Residents in Central Florida have lost more than $100,000 to a rising criminal trend called “bank jugging.”
Investigators say people are following drivers after they withdraw money from a bank, then smash into the person’s car to take the money.
There have been three elderly victims so far, including a 90-year-old. Police say they pull up in a tinted car, typically to a handicapped spot, wait for that person to get the cash and follow them to their next destination, where they steal the item and leave right away.
“It’s become a crime trend since February in Orlando,” Orlando police detective Aaron Goss said.
Police arrested Shawn Glenn Sr. for his involvement in at least two jugging cases from April and May.

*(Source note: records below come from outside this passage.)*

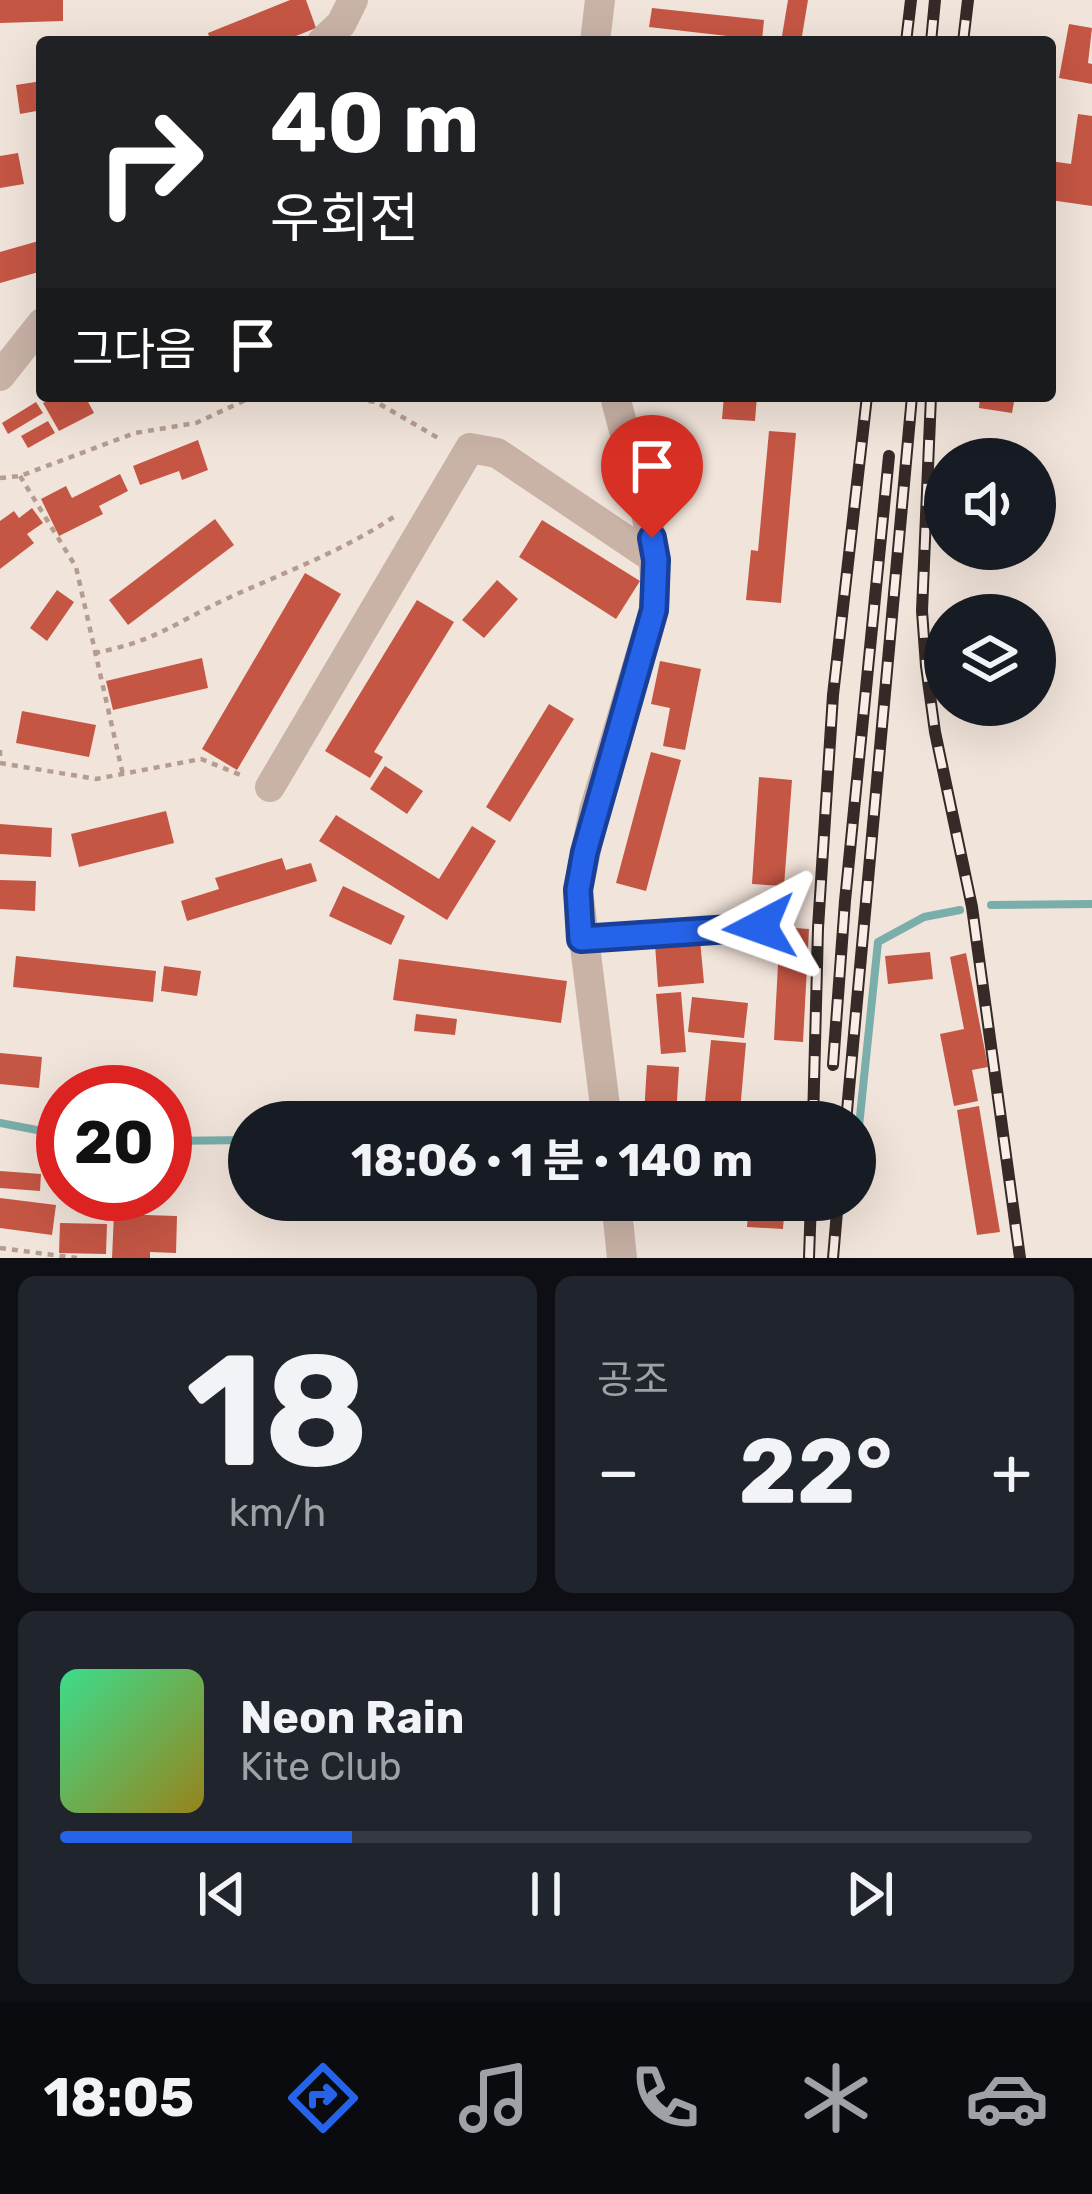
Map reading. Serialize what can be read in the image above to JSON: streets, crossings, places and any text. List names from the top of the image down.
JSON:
{
  "page": {
    "turn": ["40 m", "우회전"],
    "then": "그다음",
    "limit": "20",
    "trip": "18:06 · 1 분 · 140 m",
    "tile": [
      ["18", "km/h"],
      "공조"
    ],
    "heat": ["−", "22°", "+"],
    "song": ["Neon Rain", "Kite Club"],
    "tabs": "18:05"
  }
}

Investigators say he worked with his son, Shawn Glenn Jr., and his girlfriend to rob people across the Orlando area.
Police are still looking to Glenn Jr., along with Broderick Graves and Michael Fisher, who are believed to be from the Houston area and tied to cases across the country.
Police said they were part of what’s known as the Glenn Crew, believing they could be connected to as many as 13 different jugging cases that have happened in the area, including the three seniors.
“The elderly obviously tugs at the heartstrings a little more than the regular victims,” Goss said.
The theft normally happens in just seconds and it's happening in several Central Florida cities. Since March of this year, victims in the region have lost more than $100,000 combined.
— Orlando Police (@OrlandoPolice) August 2, 2023
Bank jugging cases are also open in Ocoee, Winter Garden and in Osceola County.
Goss is warning everyone to be on the lookout on their next trip to the bank.
“They all have serious criminal records that are violent. They all have firearm charges,” he said. “They all have very serious, violent backgrounds. So even though this hasn’t escalated to violence yet, the propensity is always there.”
Goss said one of the best ways to be wary is to just overall be aware of your surroundings. And if you do take the money out, put it in your pocket before you leave the doors. If you have another errand to run after you stop at the bank, take that money with you.